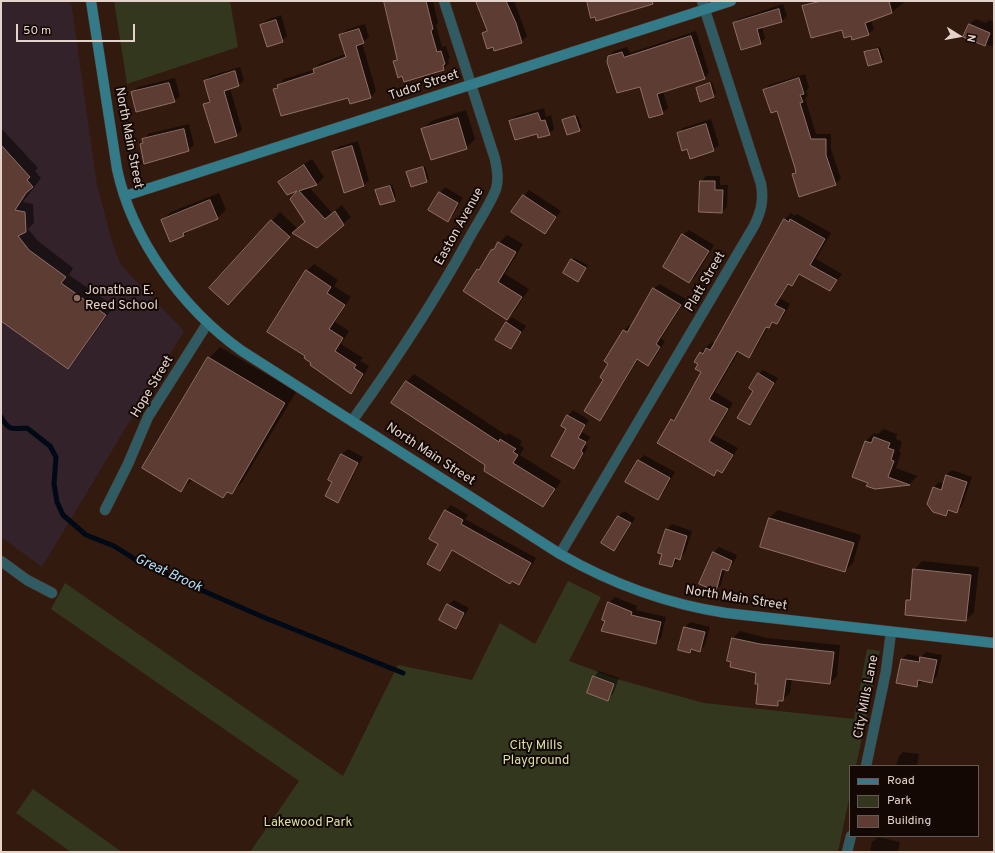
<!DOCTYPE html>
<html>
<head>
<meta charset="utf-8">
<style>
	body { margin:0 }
	#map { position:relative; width:995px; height:853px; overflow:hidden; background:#331a0f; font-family:Overpass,sans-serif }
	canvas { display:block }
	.frame { position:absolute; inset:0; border:2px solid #e4d3cb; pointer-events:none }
	.legend { position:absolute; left:849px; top:765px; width:130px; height:72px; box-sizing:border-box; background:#130804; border:1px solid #675954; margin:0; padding:5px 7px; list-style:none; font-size:12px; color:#e4d3cb }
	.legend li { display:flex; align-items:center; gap:8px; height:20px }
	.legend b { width:20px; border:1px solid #675954 }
	.north { position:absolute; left:939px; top:16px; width:40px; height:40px; -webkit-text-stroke:3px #130804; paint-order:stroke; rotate:101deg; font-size:11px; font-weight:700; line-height:16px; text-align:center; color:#e4d3cb }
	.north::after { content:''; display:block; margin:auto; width:14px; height:18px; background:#e4d3cb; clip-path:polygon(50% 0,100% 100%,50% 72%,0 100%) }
	.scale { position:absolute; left:16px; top:24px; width:119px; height:18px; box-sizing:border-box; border:2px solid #e4d3cb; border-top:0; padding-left:5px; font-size:12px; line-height:14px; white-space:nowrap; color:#e4d3cb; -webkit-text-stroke:3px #130804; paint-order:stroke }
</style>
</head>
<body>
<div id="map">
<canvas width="995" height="853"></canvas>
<div class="frame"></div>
<ul class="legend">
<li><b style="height:5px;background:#347b89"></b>Road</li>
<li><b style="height:11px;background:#33371e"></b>Park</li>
<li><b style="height:11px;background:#5c3c33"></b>Building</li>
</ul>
<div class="north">N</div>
<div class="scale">50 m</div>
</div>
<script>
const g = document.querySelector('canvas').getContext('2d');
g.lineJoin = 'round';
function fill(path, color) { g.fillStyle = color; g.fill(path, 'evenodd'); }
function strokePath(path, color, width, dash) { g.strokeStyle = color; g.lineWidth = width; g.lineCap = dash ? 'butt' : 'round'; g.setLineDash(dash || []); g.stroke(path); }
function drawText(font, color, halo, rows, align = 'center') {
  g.font = font + ' Overpass,sans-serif'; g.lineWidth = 4; g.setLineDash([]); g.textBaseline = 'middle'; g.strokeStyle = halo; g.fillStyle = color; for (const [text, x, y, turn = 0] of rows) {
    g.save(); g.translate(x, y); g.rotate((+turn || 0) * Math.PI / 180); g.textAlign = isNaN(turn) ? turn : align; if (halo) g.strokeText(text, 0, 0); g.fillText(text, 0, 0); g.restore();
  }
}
fill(new Path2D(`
	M1,1h70l26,184 16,60 8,20 63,66 -142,236 -41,-30z`), '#34222a');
fill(new Path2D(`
	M114,1h116l8,46 -111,37z
	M568,581l33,16 -32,64 51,19 84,23 150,16 13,-70 13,2 -24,115h-6v28l-12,58h-588l49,-71 -248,-172 14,-26 278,193 55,-111 74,15 28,-57 35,21z
	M33,789l89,63h-51l-55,-39z`), '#33371e');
fill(new Path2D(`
	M385,1h48l5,22 -2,2 6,22 4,-1 4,12 -2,2 1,3 -5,6 -50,-7 4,-4z
	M477,1h37l13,35 -6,6 -28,4 -10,-13 4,-4z
	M820,1h86l-14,11 -21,8 3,9 -6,5 -16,1 -42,-31z
	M783,4l4,12 -5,5 -20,6 3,11 -4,5 -27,-19 5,-5z
	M281,15l6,21 -5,5 -21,-16 6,-5z
	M976,19l10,4 3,-3 5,2v25l-29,-10 5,-13z
	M365,24l4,13 -7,6 14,48 -5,6 -20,6 -2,-7 -75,-6 10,-11 30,-9 5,-6 27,-10 -6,-18 6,-6z
	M696,31l13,42 -5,5 -41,13 5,17 -6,5 -21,-27 -32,-30 5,-5 13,-4 3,6z
	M880,47l4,12 -3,3 -16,-9 3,-3z
	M240,67l4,13 -6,6 -8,2 12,42 -5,5 -33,-31 6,-5 -5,-18 5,-5z
	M805,74l4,14 -3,3 2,5 -3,2 11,36h15v15l10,30 -6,5 -42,-9 3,-4 -18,-61 -14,-19 5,-6z
	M175,78l5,18 -6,5 -42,-8 6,-6z
	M712,82l4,12 -15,7 -4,-13z
	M544,108l2,9 5,-2 3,14 -5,5 -11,-1 -28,-12 6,-5z
	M466,110l9,29 -9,9 -43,-19 8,-8z
	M578,116l4,11 -3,3 -16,-10z
	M711,119l8,26 -6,5 -35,-17 5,-5z
	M189,124l5,21 -6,5 -47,-6 7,-10z
	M1,128l37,40 -3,3 6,7 -18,24 10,2 1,19 -6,6 10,12 35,27 -4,7 45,31 -38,53 -8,8 -67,-47z
	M358,141l11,39 -5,5 -31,-32 5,-6z
	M312,159l12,18 -7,7 -8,3 23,26 10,-8 9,12 -34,30 -24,-15 -57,64 -25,-8 69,-76 18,17 8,-7 -15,-23 9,-10 -21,-7 7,-7z
	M425,166l4,13 -17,7 -4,-13z
	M706,176h14v9h8l-1,22 -5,5 -21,-31z
	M392,184l4,13 -2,3 -18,-9z
	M445,187l18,11 -10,17 -5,6 -8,-28z
	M529,190l32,21 -16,22 -21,-37z
	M219,193l7,17 -9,8 -28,12 -6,6 -21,-16 9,-8z
	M791,213l4,3 2,-2 34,19 -15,26 26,15 -12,16 -29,-17 -9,12 -2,-2 -10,15 10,6 -7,13 -7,6 -2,-1 -6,5 -13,23 -6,7 -10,-6 -24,41 18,11 -19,32 24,13 -10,17 -6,7 -4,-2 -4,4 -42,-54 7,-6 24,-42 -4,-8 -3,-2 5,-10 6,-6 6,-4 2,2 70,-125z
	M689,230l25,15 -19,32 -6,5 -6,-47z
	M507,235l16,9 -18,30 24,15 -14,22 -8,8 -43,-28 27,-40z
	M574,258l14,7 -10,15 -6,-20z
	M314,264l24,16 -4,6 17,11 -16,25 14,9 -8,13 22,14 -3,3 9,5 -11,19 -7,7 -40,-27 -4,-94z
	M659,284l27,15 -25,40 4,2 -11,18 -6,5 -9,-6 -34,56 -5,6 4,-41 5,-16 15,-32 5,-6 2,2 23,-38z
	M512,317l14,9 -15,22 -5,-25z
	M220,347l76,45 -54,90 -11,11 -2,-2 -6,6 -30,-18 -12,11 28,-132z
	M763,370l15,8 -24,42 -4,4 8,-50z
	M414,374l92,61 2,-2 14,8 -2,4 4,3 -4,7 41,26 -11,18 -7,7 -57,-42 -93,-61 14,-22z
	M573,410l16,10 -7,12 8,5 -5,8 3,2 -9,15 -5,6 -7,-39 1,-13z
	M883,429l14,5 -1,5 6,3 -3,10 2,1 -5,15 21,8 -7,8 -35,4 -6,-6 -16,-6 13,-35 8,-8 4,1z
	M348,449l15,8 -20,39 -5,6 -4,-20 -5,-2 13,-26z
	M644,455l31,17 -12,21 -6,6 -30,-17 12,-22z
	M952,470l20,7 -10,29 -6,6 -5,-2 -6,5 -11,-28 5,-5 5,2 2,-9z
	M451,505l17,10 -3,4 71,39 -12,21 -5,5 -6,-4 -3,3 -57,-33 -13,20 -1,-26 7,-34z
	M778,510l83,25 -8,28 -8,8 -76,-53z
	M624,511l11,7 -15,26 -6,6 -11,-7 15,-27z
	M672,524l20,7 -7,22 -13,13 -9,-13 3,-23z
	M719,547l18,8 -4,9 -6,6 -2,-1 -4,16 -5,5 -3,-37z
	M922,561l57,6 -5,45 -8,8 -59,-20 4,-4 3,-26z
	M615,597l22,9 -1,4 30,7 -5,21 -5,5 -50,-22 3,-18z
	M454,600l15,8 -8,14 -5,6 -8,-23z
	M690,622l20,5 -5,18 -5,6 -7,-2 -3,3 -11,-3 6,-22z
	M740,631l27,7 73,7 -3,31 -7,7 -38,-5 -2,15 -13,12 -18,-22 -2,-11 -24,-34z
	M926,652l16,3 -5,21 -5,6 -10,-1 -5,5 -20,-3 5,-24 5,-5 14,3z
	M599,671l20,7 -6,16 -5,5 -14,-22z
	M903,752l16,2 -2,12h-21l3,-10z
	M878,837l22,5 -2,10h-28l2,-10z`), '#0007');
strokePath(new Path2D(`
	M1,417c8,14 11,12 26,11l23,18 6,11 -2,27 3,18 6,13 23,20 28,11 30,19 119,52 140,56`), '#000a16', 5);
const building = new Path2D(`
	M384,1h42l7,28 -2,2 6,21 4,-1 4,13 -2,1 1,5 -40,12 -2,-6 -4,2 -5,-17 4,-1z
	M476,1h30l10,22 6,20 -28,8 -1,-4 -6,2 -5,-16 5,-2z
	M587,1h65l1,3 -57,17 -1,-4 -4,1z
	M822,1h67l3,12 -27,10 4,12 -17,5 -1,-4 -7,2 -2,-8 -31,8 -9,-32z
	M779,9l3,13 -25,7 4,15 -20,6 -8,-27z
	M276,20l7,22 -16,5 -7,-22z
	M969,24l21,9 -5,13 -22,-9z
	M359,29l5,14 -8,3 15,52 -21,6 -2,-6 -67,18 -8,-27 5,-1 -1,-3 37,-12 -1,-4 33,-12 -7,-22z
	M691,36l14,43 -48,15 6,20 -14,4 -9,-31 -23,6 -10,-31 1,-6 14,-4 2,5z
	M878,49l4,13 -14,4 -4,-14z
	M235,71l4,15 -15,5 13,45 -22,7 -12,-39 7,-2 -6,-21z
	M799,78l5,16 -4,1 3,7 -3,1 11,36h15v16l10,30 -37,12 -7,-23 4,-1 -1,-5 -18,-57 -6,2 -8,-23z
	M169,83l6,19 -39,10 -5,-20z
	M710,83l4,14 -14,5 -4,-14z
	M538,113l3,8 4,-1 5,15 -12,3 -1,-4 -22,6 -6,-19z
	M575,116l5,15 -13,4 -5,-15z
	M458,118l9,31 -36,11 -10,-31z
	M706,124l8,27 -24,8 -3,-10 -5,2 -5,-18z
	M184,129l5,22 -45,13 -4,-20 3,-1 -1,-4z
	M1,145l29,32 -3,3 6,7 -7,6 -11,17 10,2 1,20 -8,4 11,14 37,27 -5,6 45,32 -38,54 -67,-48z
	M352,146l12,40 -20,7 -12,-41z
	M304,165l13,20 -18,6 26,28 10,-8 9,14 -27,23 -25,-15 13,-11 -15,-23 7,-8 -10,4 -9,-13z
	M423,167l4,15 -16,5 -5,-15z
	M700,181h15v9h8l-1,23 -23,-1z
	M390,186l5,15 -15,4 -5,-15z
	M439,192l19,11 -10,19 -20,-12z
	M523,195l33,22 -11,17 -34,-22z
	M210,200l8,19 -35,14 1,3 -14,6 -9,-22z
	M784,219l5,3 1,-3 35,20 -15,26 27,15 -7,11 -31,-17 -7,12 -4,-2 -13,21 10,5 -8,14 -5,-2 -3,6 -3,-1 -17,31 -12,-7 -28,48 19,10 -19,32 24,14 -11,18 -5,-3 -3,6 -57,-33 14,-24 3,2 27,-49 -6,-3 3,-5 -4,-2 6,-10 3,2 3,-6 4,2z
	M271,220l19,17 -62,68 -19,-17z
	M682,234l27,17 -20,32 -26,-16z
	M498,242l18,10 -18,30 24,15 -15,23 -44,-29 14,-22 2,1 12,-20 3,-1z
	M571,259l15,9 -8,14 -15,-9z
	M306,270l25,17 -4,6 18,12 -16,24 14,9 -8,13 21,14 -2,3 9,6 -12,20 -41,-29 1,-2 -7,-5 1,-2 -38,-24z
	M653,288l28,17 -25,39 4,3 -12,19 -11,-7 -37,62 -16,-10 19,-31 -3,-3 8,-13 -4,-3 19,-31 4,2z
	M506,322l15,10 -10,17 -16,-9z
	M208,357l77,46 -53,91 -5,-2 -4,6 -34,-20 -8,14 -39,-24z
	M758,373l16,10 -24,42 -13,-7 16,-27 -4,-3z
	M406,381l93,61 1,-3 16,10 -3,3 5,3 -5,8 42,26 -12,18 -59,-36 1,-6 -94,-62z
	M567,415l18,10 -7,13 8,4 -5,9 2,2 -9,16 -23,-13 15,-27 -5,-3z
	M874,437l16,6 -2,5 6,2 -3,10 3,1 -6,16 22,8 -35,4 -9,-3 2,-3 -16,-6 13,-36 6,2z
	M341,454l17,9 -20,40 -13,-7 7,-14 -4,-2z
	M638,460l32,18 -12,22 -33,-18z
	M946,475l21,7 -10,31 -9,-3 -2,6 -13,-4 -6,-8 6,-17 8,3z
	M445,510l18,10 -2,4 70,39 -12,22 -7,-4 -2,3 -58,-34 -12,21 -13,-7 11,-20 -9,-5z
	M618,516l13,7 -17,28 -13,-8z
	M769,518l85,25 -9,29 -85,-25z
	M666,529l21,7 -7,24 -5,-2 -3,9 -13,-3 3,-10 -4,-1z
	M713,552l19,9 -4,10 -6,-2 -6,22 -17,-7z
	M913,569l58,6 -5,46 -61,-6 1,-15h4z
	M608,602l24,10 -1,3 30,7 -5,22 -55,-13 4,-10 -3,-1z
	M447,604l17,9 -8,16 -17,-9z
	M684,627l21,5 -5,20 -9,-3 -1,4 -12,-3z
	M732,638l28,6 74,8 -4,32 -44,-5 -3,22h-5v5l-22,-2 2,-20h-3l1,-11 -26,-6 1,-5 -4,-1z
	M920,657l17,3 -5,23 -14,-3 -1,7 -21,-4 5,-24 18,3z
	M593,676l21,8 -6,17 -21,-8z`);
fill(building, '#5c3c33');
strokePath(building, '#906f65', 1);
const street = new Path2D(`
	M352,421c41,-57 81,-117 115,-179 9,-17 22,-35 29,-53 3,-10 1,-20 -1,-30l-51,-158
	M105,510l23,-46 20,-47 59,-93
	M560,554l194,-328c7,-14 10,-26 7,-42l-59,-183
	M1,561l26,19 25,13
	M866,766l20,-95 5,-39
	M847,852l4,-16`);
const secondary = new Path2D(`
	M91,1l26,168c15,71 66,140 125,182l318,203c52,30 107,50 166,59l268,30
	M125,196l606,-195`);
strokePath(street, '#4f382d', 11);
strokePath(secondary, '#4f382d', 11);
strokePath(street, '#315b63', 10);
strokePath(secondary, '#347b89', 10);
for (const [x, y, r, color] of [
	[77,298,4,"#8d6e63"]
]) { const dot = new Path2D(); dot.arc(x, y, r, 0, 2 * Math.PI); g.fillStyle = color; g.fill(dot); strokePath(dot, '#130804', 1.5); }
drawText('13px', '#e4d3cb', '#130804', [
	["Tudor Street",424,86,-18],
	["North Main Street",128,138,79],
	["Easton Avenue",460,227,-61],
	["Platt Street",706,282,-60],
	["Hope Street",153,387,-59],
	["North Main Street",430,455,33],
	["North Main Street",736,599,9],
	["City Mills Lane",867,697,-79]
]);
drawText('13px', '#e4d3cb', '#130804', [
	["Jonathan E.",85,291],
	["Reed School",85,306]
], 'left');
drawText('13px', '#d8e1a6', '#130804', [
	["City Mills",536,746],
	["Playground",536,761],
	["Lakewood Park",308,823]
]);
drawText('italic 14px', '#b0dcfa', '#130804', [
	["Great Brook",168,574,25]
]);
</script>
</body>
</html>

- TASK BRIEF -
Go through the material line by line, tally each line containing "rows", and give the total only.

- ANSWER TO THE PROBLEM -
2